PROMPT: Counting task for the data below: how many lines hold the word "Avenue"? Answer with the number only.

Dataset excerpts

+++

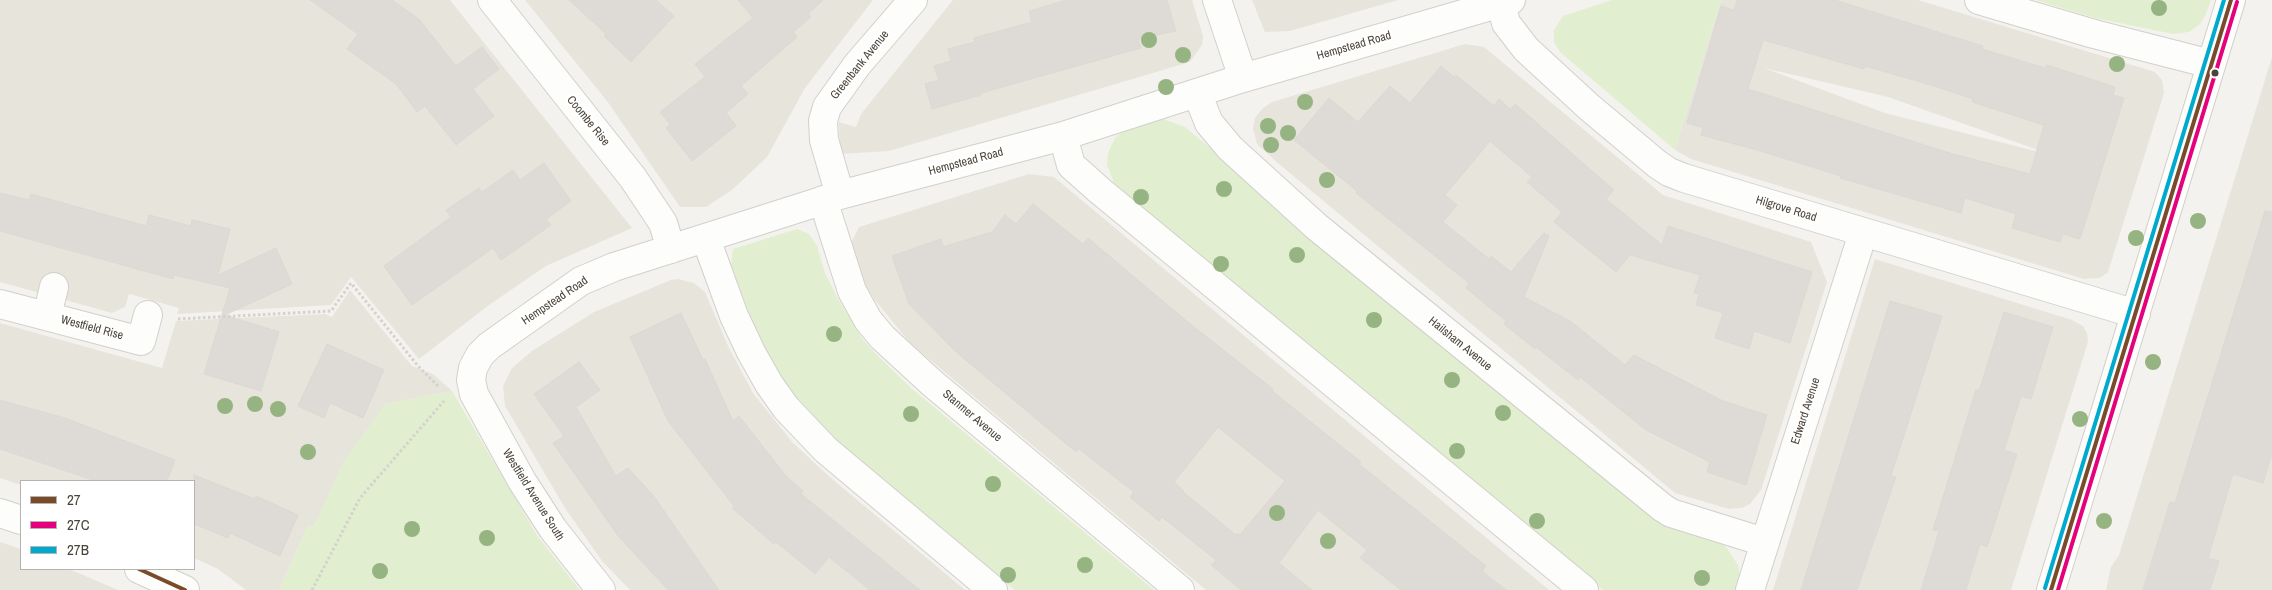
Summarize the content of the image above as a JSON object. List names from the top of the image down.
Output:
{
  "streets": {
    "street": [
      "Hempstead Road",
      "Greenbank Avenue",
      "Coombe Rise",
      "Hilgrove Road",
      "Westfield Rise",
      "Hailsham Avenue",
      "Edward Avenue",
      "Stanmer Avenue",
      "Westfield Avenue South"
    ]
  },
  "crossings": [
    ["Hempstead Road", "Greenbank Avenue"],
    ["Hempstead Road", "Coombe Rise"],
    ["Hempstead Road", "Hilgrove Road"],
    ["Hempstead Road", "Hailsham Avenue"],
    ["Hempstead Road", "Stanmer Avenue"],
    ["Hempstead Road", "Westfield Avenue South"],
    ["Greenbank Avenue", "Stanmer Avenue"],
    ["Hilgrove Road", "Edward Avenue"],
    ["Hailsham Avenue", "Edward Avenue"]
  ],
  "lines": ["transit line 27", "transit line 27B", "transit line 27C"],
  "legend": ["27", "27C", "27B"]
}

+++

ANSWER SECTION: 12